The recent scandals on Wall Street have brought the art of finger pointing to new levels and forced regulators to examine the accounting practices, executive compensation and greed that drive big business. “Executives are screaming at auditors, general investors are screaming at investment bankers and investment bankers are screaming about research,” said Walter O’Connor, Ph.D., chair of the accounting department at Fordham Business. “The basic issue is the credibility of business.” A panel of prestigious business leaders met at Fordham’s Lincoln Center campus on Nov. 18 for a discussion titled “Ethics: Checking the Moral Compass,” during which they dredged the mire of corporate malfeasance searching for possible sources and solutions.

The speakers attributed the spate of recent scandals to cumbersome regulations, creative accounting and, ultimately, greed. Panelists included J. Kenneth Hickman (CBA ’51), C.P.A., a retired partner of Arthur Andersen, LLP; Sam Ranzilla, the partner-in-charge of the Securities and Exchange Commission (SEC) group at KPMG LLP; Elizabeth Fender, director of corporate governance at TIAA-CREF; Constantine N. Katsoris, J.D., a Fordham law professor; Brian J. Byrne, Ph.D., vice president for administration at Fordham; Gian-Carlo Laguzza (GBA ’92, Law ’96), a director at Fitch Ratings; Mario P. Torsiello (CBA ’78), chairman, president and CEO of Torsiello Capital Partners; and Robert Tucker, Ph.D., an associate auditing professor at Fordham.

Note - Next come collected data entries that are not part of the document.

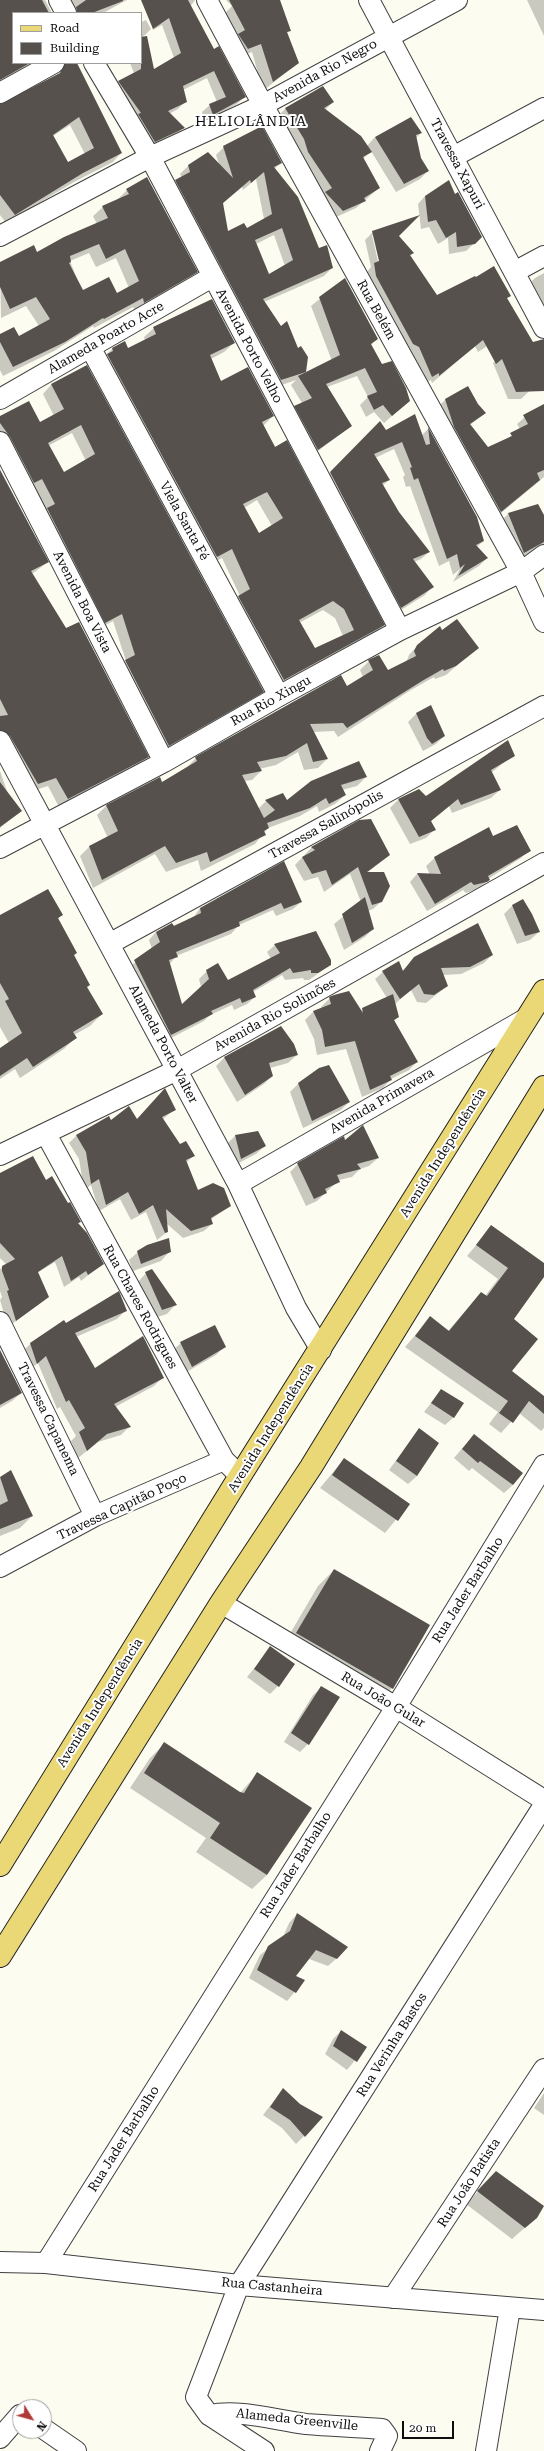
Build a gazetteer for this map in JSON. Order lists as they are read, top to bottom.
{
  "streets": {
    "main road": ["Avenida Independência"],
    "street": [
      "Avenida Rio Negro",
      "Travessa Xapuri",
      "Rua Belém",
      "Alameda Poarto Acre",
      "Avenida Porto Velho",
      "Viela Santa Fé",
      "Avenida Boa Vista",
      "Rua Rio Xingu",
      "Travessa Salinópolis",
      "Avenida Rio Solimões",
      "Alameda Porto Valter",
      "Avenida Primavera",
      "Rua Chaves Rodrigues",
      "Travessa Capanema",
      "Travessa Capitão Poço",
      "Rua Jader Barbalho",
      "Rua João Gular",
      "Rua Verinha Bastos",
      "Rua João Batista",
      "Rua Castanheira",
      "Alameda Greenville"
    ]
  },
  "crossings": [
    ["Avenida Rio Negro", "Travessa Xapuri"],
    ["Avenida Rio Negro", "Rua Belém"],
    ["Avenida Rio Negro", "Avenida Porto Velho"],
    ["Rua Belém", "Rua Rio Xingu"],
    ["Alameda Poarto Acre", "Avenida Porto Velho"],
    ["Alameda Poarto Acre", "Viela Santa Fé"],
    ["Avenida Porto Velho", "Rua Rio Xingu"],
    ["Viela Santa Fé", "Rua Rio Xingu"],
    ["Avenida Boa Vista", "Rua Rio Xingu"],
    ["Rua Rio Xingu", "Alameda Porto Valter"],
    ["Travessa Salinópolis", "Alameda Porto Valter"],
    ["Avenida Rio Solimões", "Alameda Porto Valter"],
    ["Avenida Rio Solimões", "Rua Chaves Rodrigues"],
    ["Alameda Porto Valter", "Avenida Primavera"],
    ["Alameda Porto Valter", "Avenida Independência"],
    ["Avenida Primavera", "Avenida Independência"],
    ["Avenida Independência", "Rua Chaves Rodrigues"],
    ["Rua Chaves Rodrigues", "Travessa Capitão Poço"],
    ["Travessa Capanema", "Travessa Capitão Poço"],
    ["Rua Jader Barbalho", "Rua João Gular"],
    ["Rua Jader Barbalho", "Rua Castanheira"],
    ["Rua Verinha Bastos", "Rua Castanheira"],
    ["Rua Verinha Bastos", "Alameda Greenville"],
    ["Rua João Batista", "Rua Castanheira"]
  ],
  "districts": ["HELIOLÂNDIA"],
  "legend": ["Road", "Building"],
  "scale_bar": "20 m",
  "north": "bottom right"
}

The devil is in the details, according to panelists who criticized the tedious regulations that enable big business to seek out loopholes in the Generally Accepted Accounting Principles (GAAP). “I think some of the sins have been created by the accounting profession,” Hickman said. “The accounting profession has created this situation because it is catering to business, where people have to pick and chose which principle to use.” Hickman said accountants used to produce opinions for financial statements that read “fairly presented and prepared according to GAAP.” Nowadays, those opinions read “fairly presented according to GAAP,” suggesting that some firms use cracks in GAAP to produce creative statements that are perhaps misleading and ethically dubious, but not illegal. Katsoris said the accounting profession is not the only culprit. “We’ve all failed [the]investors lawyers, the SEC and the [Financial Accounting Standards Board],” he said. “Whenever [these government organizations]come up with tough medicine, they are beaten back by [big business].” Greed is really the guilty party Katsoris said. That is what drives executives to create unethical business deals for their own personal profit.

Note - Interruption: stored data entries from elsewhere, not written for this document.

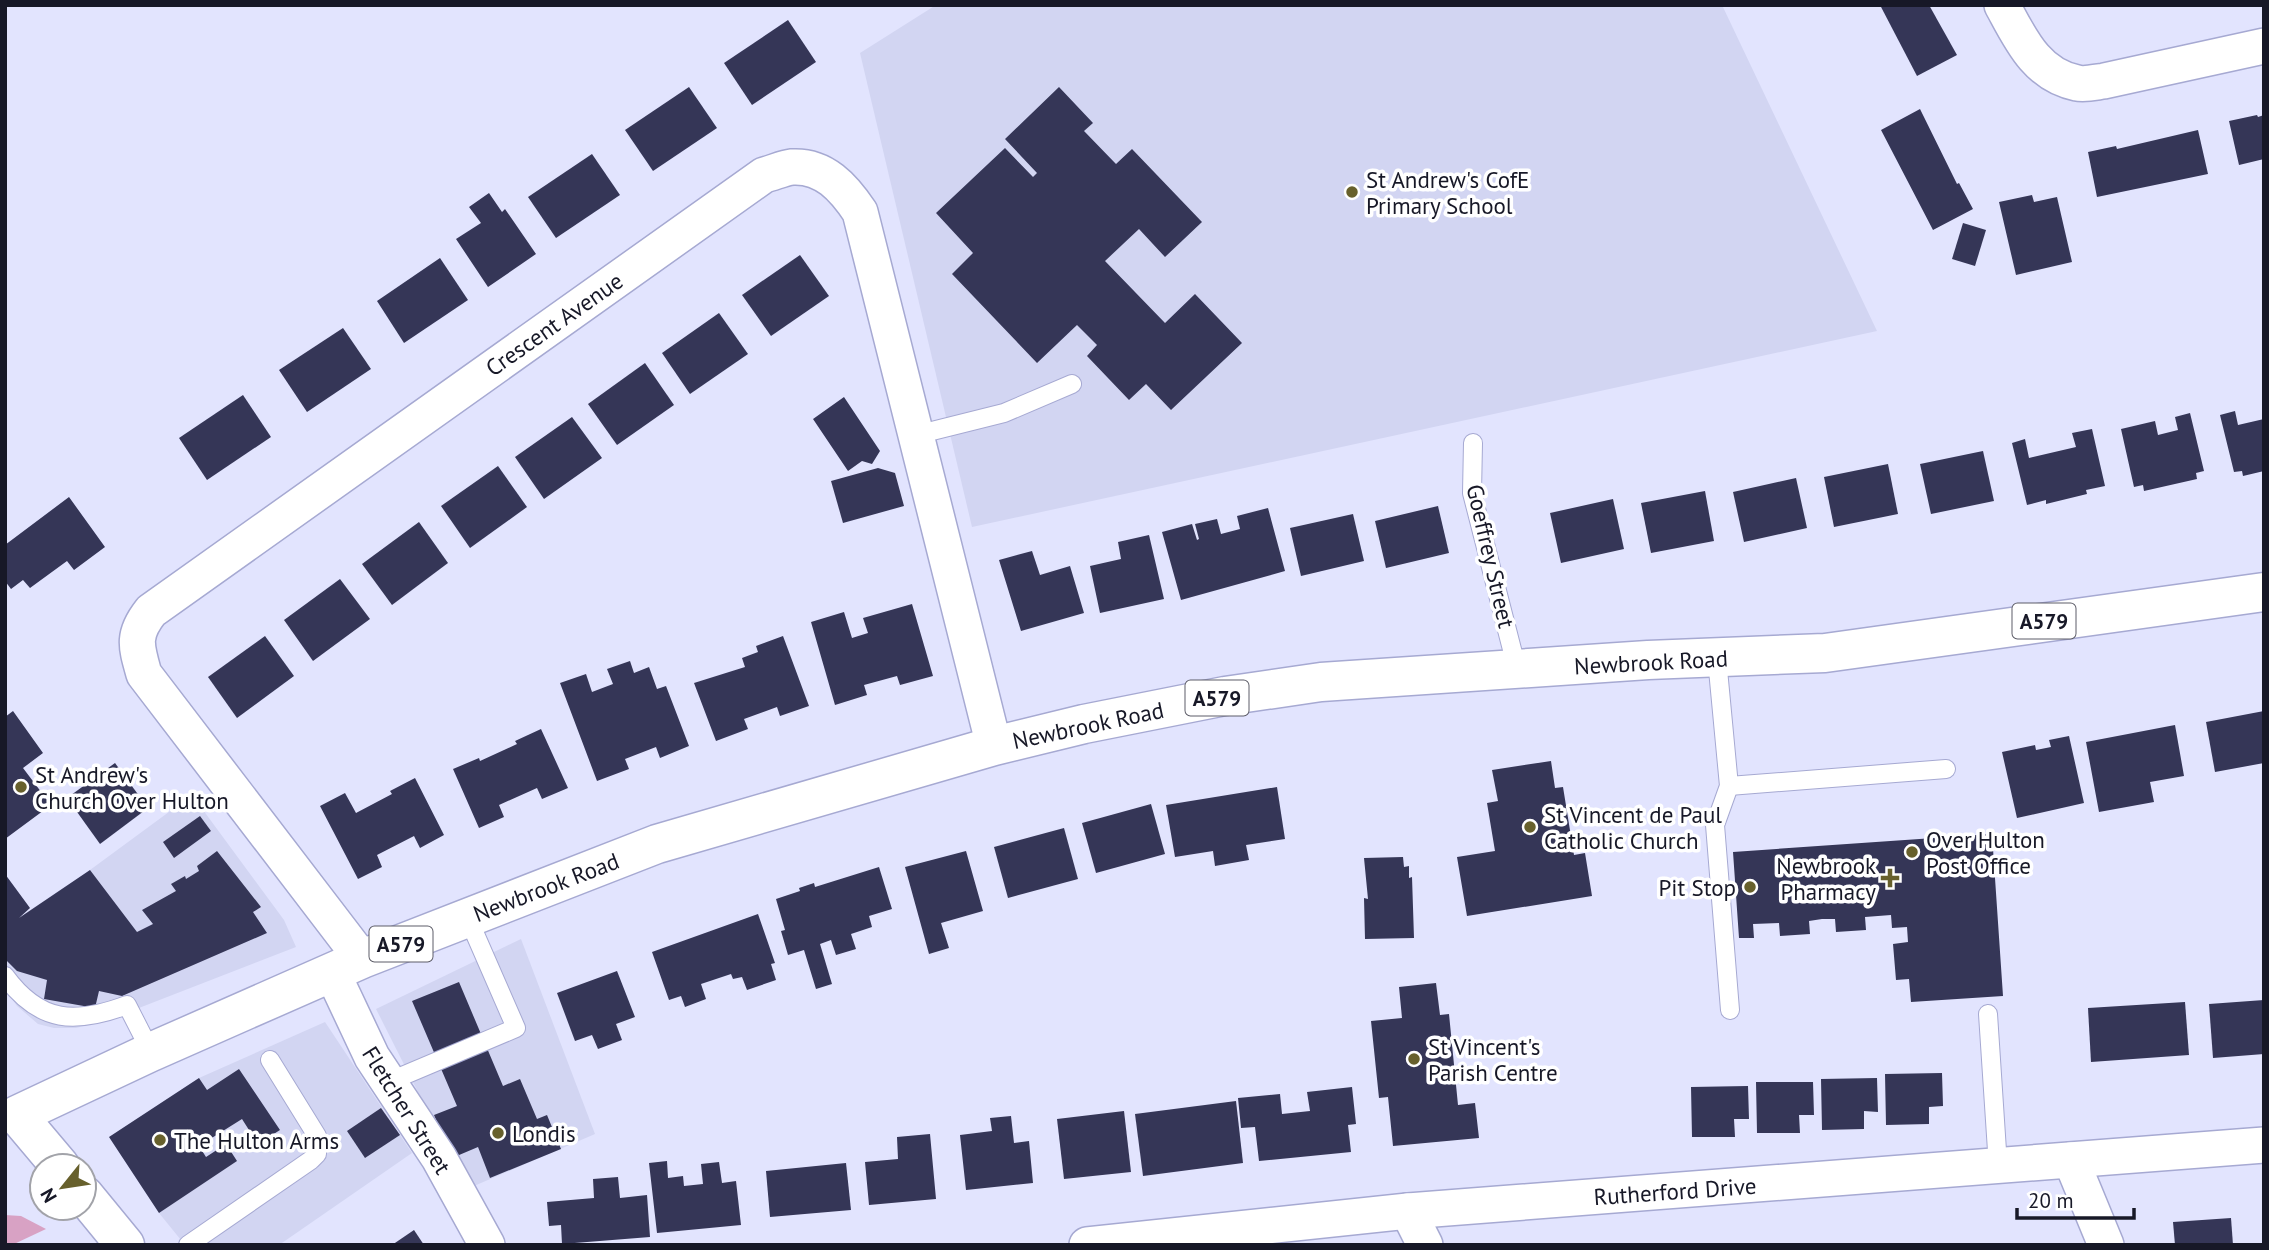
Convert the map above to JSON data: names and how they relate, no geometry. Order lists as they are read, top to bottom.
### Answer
{
  "streets": {
    "highway": ["A579", "Newbrook Road"],
    "street": ["Crescent Avenue", "Fletcher Street", "Rutherford Drive"],
    "lane": ["Goeffrey Street"]
  },
  "crossings": [
    ["Crescent Avenue", "Newbrook Road"],
    ["Crescent Avenue", "Fletcher Street"],
    ["Goeffrey Street", "Newbrook Road"],
    ["Newbrook Road", "Fletcher Street"]
  ],
  "places": {
    "other": [
      "St Andrew's CofE Primary School",
      "St Andrew's Church Over Hulton",
      "St Vincent de Paul Catholic Church",
      "Over Hulton Post Office",
      "Pit Stop",
      "St Vincent's Parish Centre",
      "Londis",
      "The Hulton Arms"
    ],
    "health": ["Newbrook Pharmacy"]
  },
  "scale_bar": "20 m",
  "north": "bottom left"
}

Executive compensation has also been under intense scrutiny recently as CEO salaries and benefits have been widely reported by the media. Unfortunately, institutional investors like TIAA-CREF share some of the blame for creating this trend. “One of the reasons we are where we are is because of companies like Enron where stock options are linked to income,” Fender said. “Institutional investors at one point encouraged [these]incentives.” Fender and other panelists suggested that unwieldy regulations should be replaced with principle-based accounting. Less burdensome regulations would cut down on the loopholes available to big corporations. However, Ranzilla pointed out that in a society as litigious as ours, many accountants and auditors rely on regulations to support their decisions. Katsoris suggested that the SEC and FASB should be independent agencies so that congressional lobbying by big business would not deter enforcement. Ranzilla said the business world needs professionals who will not stand for improprieties. What we have to have is a great character change for auditors, [tax]preparers and regulators.